Ken MacLeod ken@bitsko.slc.ut.us
01 Apr 2001 20:23:23 -0500


"gary cor" <stuff4gary@hotmail.com> writes:

> It seems to me that there are loads of parsers in python for XML
> that do the similar things, I wonder if someone could try and
> explain to me how parsers differ from Dynamic Linking Extensions on
> a PC or a Macintosh extension files and developing for these
> systems.  Is it not possible to have one parser for image files
> (like a image gear DLL), another for dealing with text data, another
> for XHTML, another for SVG, another for movies, etc...  My point
> being can't parsers be more application specific?

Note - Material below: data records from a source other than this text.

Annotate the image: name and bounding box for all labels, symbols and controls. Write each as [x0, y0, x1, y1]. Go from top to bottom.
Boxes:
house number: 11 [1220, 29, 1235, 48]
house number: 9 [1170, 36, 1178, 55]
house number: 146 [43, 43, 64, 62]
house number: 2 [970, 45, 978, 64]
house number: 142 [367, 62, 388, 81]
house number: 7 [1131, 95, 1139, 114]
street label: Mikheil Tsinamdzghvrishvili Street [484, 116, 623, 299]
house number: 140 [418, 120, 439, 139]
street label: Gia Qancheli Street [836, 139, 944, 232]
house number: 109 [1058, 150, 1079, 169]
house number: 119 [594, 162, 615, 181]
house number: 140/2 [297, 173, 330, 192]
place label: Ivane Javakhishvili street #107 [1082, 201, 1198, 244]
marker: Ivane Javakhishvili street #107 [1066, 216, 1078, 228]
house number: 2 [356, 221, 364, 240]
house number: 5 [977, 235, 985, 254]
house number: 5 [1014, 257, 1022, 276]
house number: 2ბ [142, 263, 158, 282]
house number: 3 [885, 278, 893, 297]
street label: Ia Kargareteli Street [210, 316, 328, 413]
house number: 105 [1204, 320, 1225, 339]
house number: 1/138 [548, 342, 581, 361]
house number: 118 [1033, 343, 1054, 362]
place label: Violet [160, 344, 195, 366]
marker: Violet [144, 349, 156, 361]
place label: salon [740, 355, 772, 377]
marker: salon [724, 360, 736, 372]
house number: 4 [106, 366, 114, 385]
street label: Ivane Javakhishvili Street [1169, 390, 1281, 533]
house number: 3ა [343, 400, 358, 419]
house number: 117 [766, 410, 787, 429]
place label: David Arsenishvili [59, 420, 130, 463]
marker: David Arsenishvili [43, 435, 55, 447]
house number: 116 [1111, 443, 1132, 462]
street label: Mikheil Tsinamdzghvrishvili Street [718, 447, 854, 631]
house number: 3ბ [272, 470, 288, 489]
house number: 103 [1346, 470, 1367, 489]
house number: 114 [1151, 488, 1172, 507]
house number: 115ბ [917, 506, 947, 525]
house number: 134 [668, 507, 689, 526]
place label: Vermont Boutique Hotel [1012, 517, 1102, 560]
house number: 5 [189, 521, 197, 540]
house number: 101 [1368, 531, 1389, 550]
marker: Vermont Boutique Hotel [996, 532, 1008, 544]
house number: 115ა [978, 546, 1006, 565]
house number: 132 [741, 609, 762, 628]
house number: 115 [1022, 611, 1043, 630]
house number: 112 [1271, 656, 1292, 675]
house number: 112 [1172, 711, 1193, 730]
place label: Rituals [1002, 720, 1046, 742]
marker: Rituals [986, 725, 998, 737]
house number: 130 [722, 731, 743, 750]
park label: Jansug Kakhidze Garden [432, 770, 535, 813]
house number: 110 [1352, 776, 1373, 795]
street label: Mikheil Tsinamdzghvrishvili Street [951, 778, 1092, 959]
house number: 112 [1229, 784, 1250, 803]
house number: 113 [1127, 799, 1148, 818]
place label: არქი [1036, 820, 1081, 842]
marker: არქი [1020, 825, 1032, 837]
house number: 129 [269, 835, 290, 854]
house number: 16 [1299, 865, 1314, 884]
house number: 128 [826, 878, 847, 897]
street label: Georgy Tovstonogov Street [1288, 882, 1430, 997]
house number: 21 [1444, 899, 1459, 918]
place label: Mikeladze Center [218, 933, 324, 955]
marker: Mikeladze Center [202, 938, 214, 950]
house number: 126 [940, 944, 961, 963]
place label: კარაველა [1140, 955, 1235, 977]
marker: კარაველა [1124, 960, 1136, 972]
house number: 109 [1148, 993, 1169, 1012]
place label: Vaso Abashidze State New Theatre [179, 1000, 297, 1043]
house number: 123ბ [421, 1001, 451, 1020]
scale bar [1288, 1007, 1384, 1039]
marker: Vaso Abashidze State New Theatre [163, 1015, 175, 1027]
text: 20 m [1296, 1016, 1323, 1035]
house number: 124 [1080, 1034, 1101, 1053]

Yes they could, and some (grovesy folks*) would argue that there
should be lots of them.  That's not the current, common practice
though.

> And if they are application specific how do I find which ones I
> should use where and the way each is to be used for its task within
> its application?

Like the mapping from mime-types to applications in browsers, there
would also be some kind of configuration that would map mime-types to
their respective parsers.  All this is just brainstorming, though,
since no such system exists as yet.

There recently has been a new specification out called Resource
Directory Description Language (RDDL) <http://RDDL.org/> that may be a
great help in mapping data types to resources that apply to those data
types (parsers, style sheets, documentation, validators, services,
etc.).  It's currently focused on providing resources for XML
Namespaces, but the parallel to any type of data is very clear.

  -- Ken

* The term "groves" refers to an abstract way of modeling data as
nodes and properties (using objects and attributes in Py), with the
ability to do processing on any set of nodes in a common way.
Resource Description Format (RDF) is a similar abstract model with
roughly the same characteristics.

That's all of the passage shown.